Duquesne chercha à fuir mon regard mais n'y parvint pas. Il tremblait de tous ses membres à chaque mot prononcé, luttant contre toute l'autorité que je dégageais. Si tout allait bien, il serait incapable, le moment venu, de dire autre chose que la version que je venais de lui servir.
- D'accord, fit-il d'une voix blanche.
- Rappelez-vous que nous avons Nina. Rien ne nous force à la garder en vie après ce qu'elle a fait.
Il hocha la tête, muet. Je relâchai la pression sur son col de chemise et m'écartai de lui.
- Monsieur le directeur, saluai-je Marx.
Je tournai les talons, fouillant ma pochette et en tirai mon portable.
- Allô ?
- Sam, c'est moi. Fais décoller le jet le plus rapidement possible.
- La fête est finie ?
- C'est ça. On va passer à l'offensive.
***
Le ventre plaqué sur le toit, je me penchai en avant et observai la rue en contrebas. Le Gaumont Parnasse regorgeait de spectateurs venus se distraire et chercher un peu de fraîcheur dans une salle de cinéma climatisée. Scrutant le noir autour de moi, je distinguai mes hommes, les Soldats Noirs en combinaison, dissimulés de la même manière que moi. Ils attendaient les ordres.
Il n'avait pas fallu beaucoup de temps à Samuel pour débarquer avec l'Armée Noire à Paris, flanqué de Tribal. Tous deux connaissaient le plan aussi bien que moi.

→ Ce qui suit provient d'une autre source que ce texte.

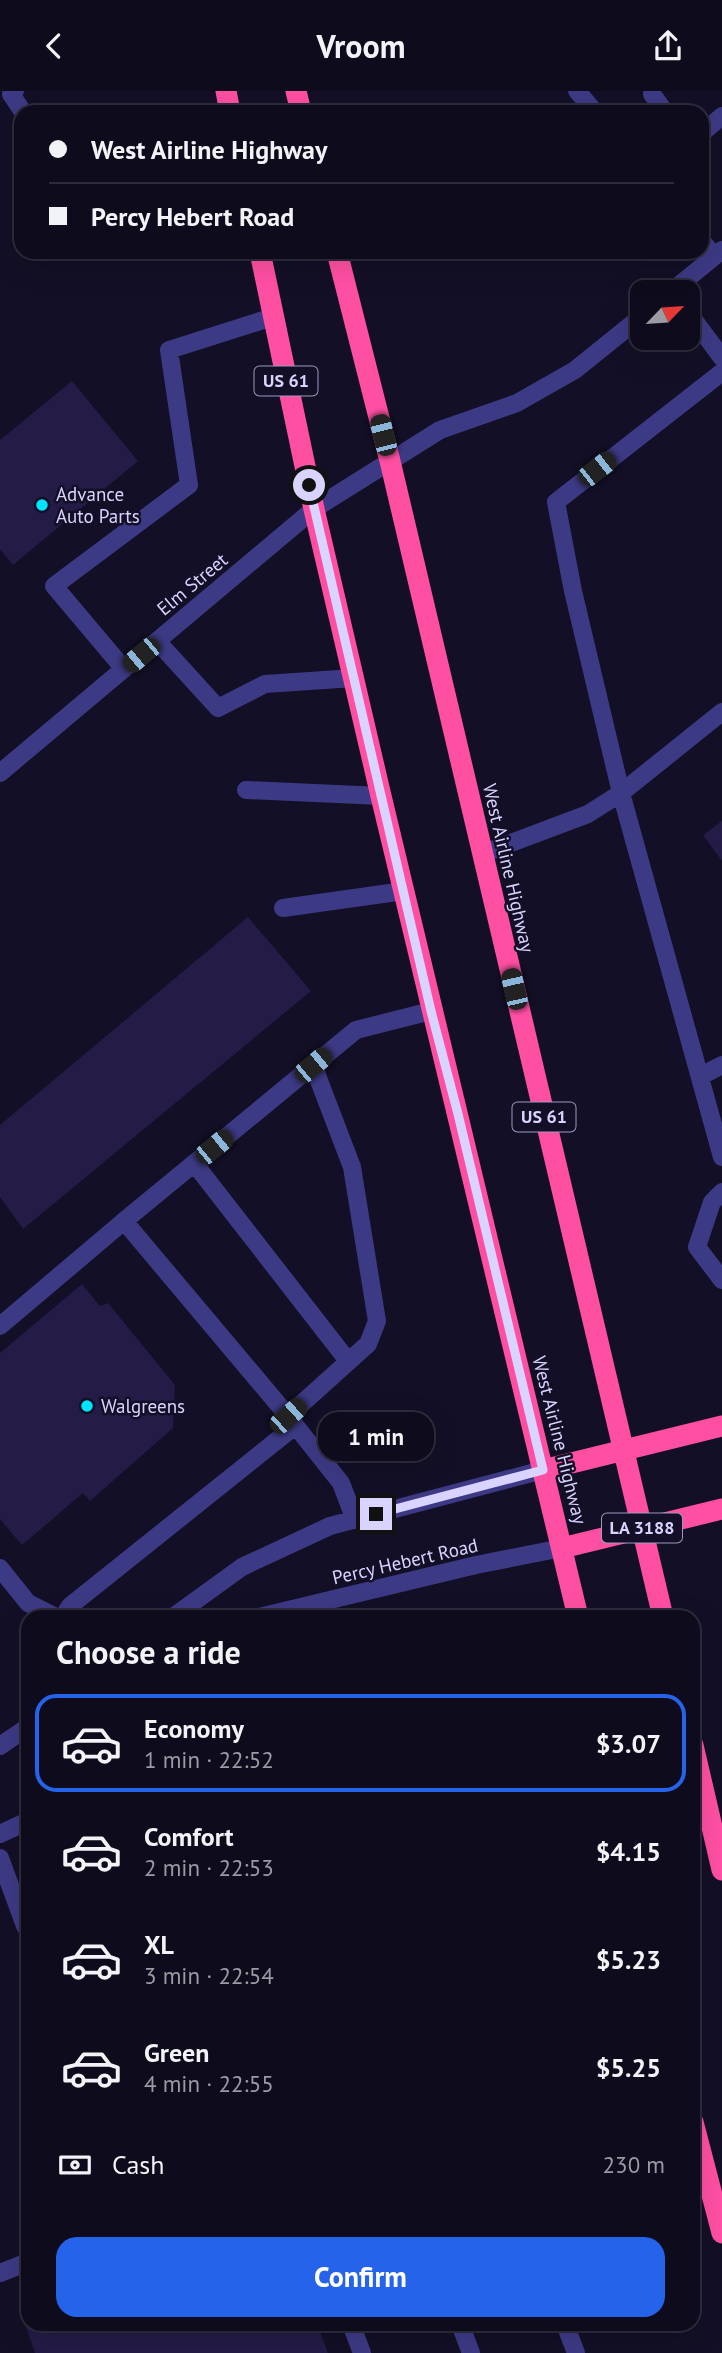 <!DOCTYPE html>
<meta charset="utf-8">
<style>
:root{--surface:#0e0b1c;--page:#171425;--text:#f1f3f6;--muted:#9b9ba3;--line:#2e2b3b;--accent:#2563eb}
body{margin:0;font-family:"PT Sans",sans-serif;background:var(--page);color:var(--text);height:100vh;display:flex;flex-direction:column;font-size:26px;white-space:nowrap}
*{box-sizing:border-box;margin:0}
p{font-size:23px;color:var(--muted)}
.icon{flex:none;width:38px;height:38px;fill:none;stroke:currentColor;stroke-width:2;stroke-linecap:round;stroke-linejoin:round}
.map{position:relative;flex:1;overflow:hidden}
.details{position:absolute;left:21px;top:1519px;width:679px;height:721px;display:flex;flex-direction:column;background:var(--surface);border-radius:21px;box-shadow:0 7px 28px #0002,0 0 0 2px var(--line)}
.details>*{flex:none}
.hud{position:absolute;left:14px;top:14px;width:695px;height:154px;border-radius:21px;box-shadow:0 7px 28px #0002,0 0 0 2px var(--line);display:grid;align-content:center;height:154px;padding:0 35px;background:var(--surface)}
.needle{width:46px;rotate:65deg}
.fabs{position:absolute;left:630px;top:189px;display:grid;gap:14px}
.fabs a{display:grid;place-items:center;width:70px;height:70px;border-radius:14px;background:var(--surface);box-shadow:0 7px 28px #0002,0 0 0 2px var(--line);font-size:35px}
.end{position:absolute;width:32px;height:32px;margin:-16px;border:9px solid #d9d4ff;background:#111;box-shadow:0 0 0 4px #111}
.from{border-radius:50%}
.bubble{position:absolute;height:49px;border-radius:21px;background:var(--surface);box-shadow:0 7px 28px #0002,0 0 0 2px var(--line);font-size:23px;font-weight:600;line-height:49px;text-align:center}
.car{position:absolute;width:21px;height:42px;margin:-21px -10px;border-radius:9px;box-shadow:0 0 5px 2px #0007;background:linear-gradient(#222 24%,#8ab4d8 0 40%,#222 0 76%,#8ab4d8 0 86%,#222 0)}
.hud b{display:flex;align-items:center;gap:24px;height:66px;font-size:26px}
.hud b+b{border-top:2px solid var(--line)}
.hud i{width:18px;height:18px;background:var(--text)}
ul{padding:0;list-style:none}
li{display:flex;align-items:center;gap:21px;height:98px;margin:0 14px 10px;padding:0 21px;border:4px solid transparent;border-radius:21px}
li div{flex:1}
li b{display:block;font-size:26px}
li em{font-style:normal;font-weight:600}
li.on{border-color:var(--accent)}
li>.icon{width:63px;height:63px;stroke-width:1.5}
h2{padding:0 35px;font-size:32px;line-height:84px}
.pay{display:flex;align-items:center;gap:18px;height:77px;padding:0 35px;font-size:26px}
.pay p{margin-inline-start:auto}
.primary-button{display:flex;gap:14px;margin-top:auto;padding:14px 35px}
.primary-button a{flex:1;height:80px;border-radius:21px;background:var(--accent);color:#fff;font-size:28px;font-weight:600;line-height:80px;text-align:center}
header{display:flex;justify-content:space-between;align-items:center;height:91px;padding:0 35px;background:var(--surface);font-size:32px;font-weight:600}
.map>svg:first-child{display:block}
</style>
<header><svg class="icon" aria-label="back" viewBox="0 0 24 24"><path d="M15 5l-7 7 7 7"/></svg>Vroom<svg class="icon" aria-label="share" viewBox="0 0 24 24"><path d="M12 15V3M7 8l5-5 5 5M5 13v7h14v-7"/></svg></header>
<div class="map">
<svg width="722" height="2262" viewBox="0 0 722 2262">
<rect width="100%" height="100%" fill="#130f26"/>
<path fill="#241b47" d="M 72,290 L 138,370 L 13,474 L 0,458 L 0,349 Z
M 722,730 L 722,770 L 703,744 Z
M 248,826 L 311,900 L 23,1138 L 0,1106 L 0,1034 Z
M 82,1193 L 100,1215 L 108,1212 L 175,1294 L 173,1337 L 90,1410 L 83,1402 L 22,1454 L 0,1428 L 0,1262 Z
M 28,2231 L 317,2233 L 328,2262 L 35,2262 L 25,2233 Z"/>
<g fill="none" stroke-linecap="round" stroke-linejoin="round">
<path stroke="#3d3a85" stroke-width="18" d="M 15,0 L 11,3 L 23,21
M 577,0 L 595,21
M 652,3 L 665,21
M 702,42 L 722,25
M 702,150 L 714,165
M 671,201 L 722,159
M 688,221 L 722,267
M 722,281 L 556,411 L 573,500 L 621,702 L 722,1066
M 157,550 L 218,617 L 265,593 L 354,587
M 124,578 L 54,495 L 189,394 L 169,259 L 273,226
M 0,682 L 314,418 L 440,339 L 517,312 L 575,279 L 642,225
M 246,699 L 381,705
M 482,763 L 588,723 L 621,702 L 722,621
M 283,817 L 404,800
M 701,985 L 722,974
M 194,1072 L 348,1270
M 722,1101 L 712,1111 L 697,1156 L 722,1189
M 0,1235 L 124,1130
M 288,1325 L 368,1253 L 377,1230 L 352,1076 L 313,974
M 355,1429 L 341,1392 L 283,1319 L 124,1130 L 356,939 L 431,920
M 0,1477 L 28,1512 L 56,1526
M 63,1526 L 70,1515 L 295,1335
M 173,1526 L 242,1476 L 330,1435 L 543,1379
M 259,1526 L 476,1474 L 562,1457
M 0,1655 L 28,1636
M 0,1743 L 28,1730
M 0,1767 L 25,1835 L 28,1835
M 0,2182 L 28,2171
M 351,2233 L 362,2262
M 460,2233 L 471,2262
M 565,2233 L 576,2262"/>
<path stroke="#ff4fa3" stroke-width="21" d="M 226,0 L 230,21
M 296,0 L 301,21
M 260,161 L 314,418 L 381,705 L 578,1526
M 337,161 L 390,370 L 663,1526
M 543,1379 L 722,1335
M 562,1457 L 722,1418
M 693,1654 L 722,1779
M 693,2031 L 722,2142"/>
</g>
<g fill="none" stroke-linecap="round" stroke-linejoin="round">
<path stroke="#d9d4ff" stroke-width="9" d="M 309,394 L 431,920 L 458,1023 L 543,1379 L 376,1423"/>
</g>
<g fill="#00e5ff" stroke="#130f26" stroke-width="2.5">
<circle cx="42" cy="414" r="7"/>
<circle cx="87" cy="1315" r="7"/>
</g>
<g text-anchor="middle" stroke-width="5" stroke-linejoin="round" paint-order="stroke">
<g fill="#130f26" stroke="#9e99be" stroke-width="2">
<rect x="254.5" y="275.5" width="63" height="29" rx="5"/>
<rect x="512.5" y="1011.5" width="63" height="29" rx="5"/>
<rect x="602" y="1422.5" width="80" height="29" rx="5"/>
</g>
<g font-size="18" font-weight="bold" fill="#d9d4ff">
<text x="286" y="296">US 61</text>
<text x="544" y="1032">US 61</text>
<text x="642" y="1443">LA 3188</text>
</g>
<g font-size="19" fill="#d9d4ff" stroke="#130f26" text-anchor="start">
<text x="56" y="410">Advance<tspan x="56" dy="22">Auto Parts</tspan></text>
<text x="101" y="1322">Walgreens</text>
</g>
<g font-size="19" fill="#d9d4ff" stroke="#130f26">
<text transform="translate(192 493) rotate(-40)" y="7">Elm Street</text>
<text transform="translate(509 777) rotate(77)" y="7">West Airline Highway</text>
<text transform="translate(560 1349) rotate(76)" y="7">West Airline Highway</text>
<text transform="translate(405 1470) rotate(-13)" y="7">Percy Hebert Road</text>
</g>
</g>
</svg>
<div class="fabs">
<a><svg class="needle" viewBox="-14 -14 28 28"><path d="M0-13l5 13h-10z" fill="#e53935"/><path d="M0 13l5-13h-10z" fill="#9b9ba3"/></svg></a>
</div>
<i class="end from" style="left:309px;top:394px"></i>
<i class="end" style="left:376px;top:1423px"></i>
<div class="bubble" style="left:318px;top:1321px;width:116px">1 min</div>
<i class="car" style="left:383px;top:344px;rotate:346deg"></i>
<i class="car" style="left:597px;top:378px;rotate:52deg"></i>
<i class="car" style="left:141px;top:564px;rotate:230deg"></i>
<i class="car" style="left:514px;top:898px;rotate:347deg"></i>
<i class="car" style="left:313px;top:974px;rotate:50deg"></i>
<i class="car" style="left:214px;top:1056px;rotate:51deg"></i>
<i class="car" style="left:288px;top:1325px;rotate:48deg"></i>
<div class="hud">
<b><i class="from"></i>West Airline Highway</b>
<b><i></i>Percy Hebert Road</b>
</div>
<section class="details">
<h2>Choose a ride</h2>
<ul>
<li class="on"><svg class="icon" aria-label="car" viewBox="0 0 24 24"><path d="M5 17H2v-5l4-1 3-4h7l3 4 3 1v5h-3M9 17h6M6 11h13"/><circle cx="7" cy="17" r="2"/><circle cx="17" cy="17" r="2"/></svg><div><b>Economy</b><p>1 min · 22:52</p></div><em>$3.07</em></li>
<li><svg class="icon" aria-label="car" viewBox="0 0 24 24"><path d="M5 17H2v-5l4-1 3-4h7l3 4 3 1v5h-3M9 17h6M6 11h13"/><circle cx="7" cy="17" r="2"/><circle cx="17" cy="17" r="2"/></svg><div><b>Comfort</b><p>2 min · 22:53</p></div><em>$4.15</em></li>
<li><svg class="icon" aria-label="car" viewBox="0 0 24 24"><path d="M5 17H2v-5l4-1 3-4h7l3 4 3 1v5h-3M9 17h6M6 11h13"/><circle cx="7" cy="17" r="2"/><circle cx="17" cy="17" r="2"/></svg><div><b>XL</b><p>3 min · 22:54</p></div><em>$5.23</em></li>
<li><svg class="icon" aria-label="car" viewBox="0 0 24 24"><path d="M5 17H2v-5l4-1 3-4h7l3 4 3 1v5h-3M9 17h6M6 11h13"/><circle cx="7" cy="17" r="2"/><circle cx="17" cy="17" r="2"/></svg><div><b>Green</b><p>4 min · 22:55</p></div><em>$5.25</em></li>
</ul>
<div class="pay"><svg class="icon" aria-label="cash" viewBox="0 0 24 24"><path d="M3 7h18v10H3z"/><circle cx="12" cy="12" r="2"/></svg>Cash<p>230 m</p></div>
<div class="primary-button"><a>Confirm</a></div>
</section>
</div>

L'incident à la réception de Duquesne avait déjà fait le tour de la capitale, et des bruits courraient. On assimilait déjà le laboratoire censé avoir fourni des cachets expérimentaux à sa fille avec des terroristes, et le moment venu était de donner raison aux informations humaines. Bien sûr, Marx aurait pu attendre que les choses se tassent et approcher un autre politique important dans quelques mois, mais cela aurait été long. La phase diplomatique était terminée pour l'instant, et le directeur souhaitait enfin permettre à ses sbires de répandre la peur parmi les humains.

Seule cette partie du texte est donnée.